The following components are necessary for this tutorial:
- Raspberry Pi 3 or similar
- Photoresistor
- Alternative Photoresistor as a Module
- MCP3008
- 10kΩ resistor
- Breadboard
- Jumper Cable
If you’re interested in how photoresistors (LDRs) work in general, you can read more about them here. In general, it can be said that the resistance changes are depending on the brightness.
Connect Raspberry Pi Light Sensor
However, before we can connect and read the phototransistor, we need to connect an analog-to-digital converter. In addition, you can find here a quite detailed article about the MCP3008, which we also use in this tutorial. In order not to inflate this article unnecessarily, I will not go into detail on the MCP3008. The exact connection between ADC and Raspberry Pi can also be found in another article.

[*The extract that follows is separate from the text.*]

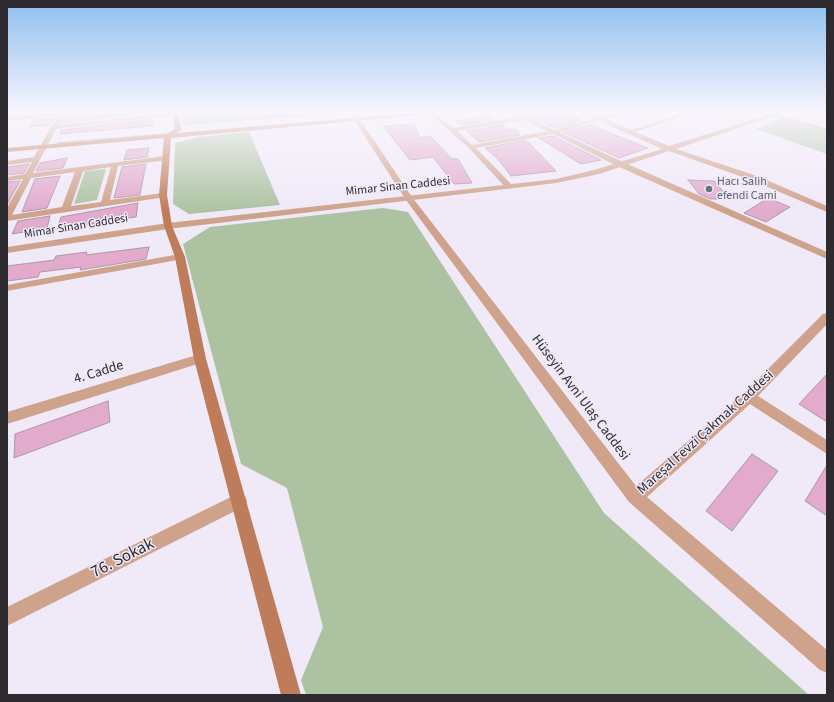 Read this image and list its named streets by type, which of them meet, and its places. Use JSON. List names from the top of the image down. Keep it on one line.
{"streets":{"street":["Mimar Sinan Caddesi","4. Cadde","Hüseyin Avni Ulaş Caddesi","Mareşal Fevzi Çakmak Caddesi","76. Sokak"]},"crossings":[["Mimar Sinan Caddesi","Hüseyin Avni Ulaş Caddesi"],["Hüseyin Avni Ulaş Caddesi","Mareşal Fevzi Çakmak Caddesi"]],"places":["Hacı Salih efendi Cami"]}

It is important that the brightness sensor also has a connection (via a 10kΩ resistor) to the ground connection, otherwise, the value cannot be clearly read out. If there is no voltage at all coming through the LDR, then it is at 0 (due to the connection to GND). If the voltage is flowing, a part goes back through the 10kΩ resistor, but this part is very low because the resistance is large. As with other resistors, it does not matter on which side the positive voltage is applied to the photoresistor.
Schematically, the structure looks like this:
If you later see fairly high levels even with low light, you can add extra resistance between the positive voltage and the pin of the light sensor.
If you are using a soldered photoresistor, you only need 3.3V (Pin 1) from the Raspberry Pi to VCC and GND and GND (Pin 6) from the Pi. Pin A0 is connected directly to the analog-to-digital converter. Thus, no 10k pull-up resistor is needed. The advantage is that you can set the series resistor by a potentiometer (rotational resistance) individually – depending on the maximum brightness.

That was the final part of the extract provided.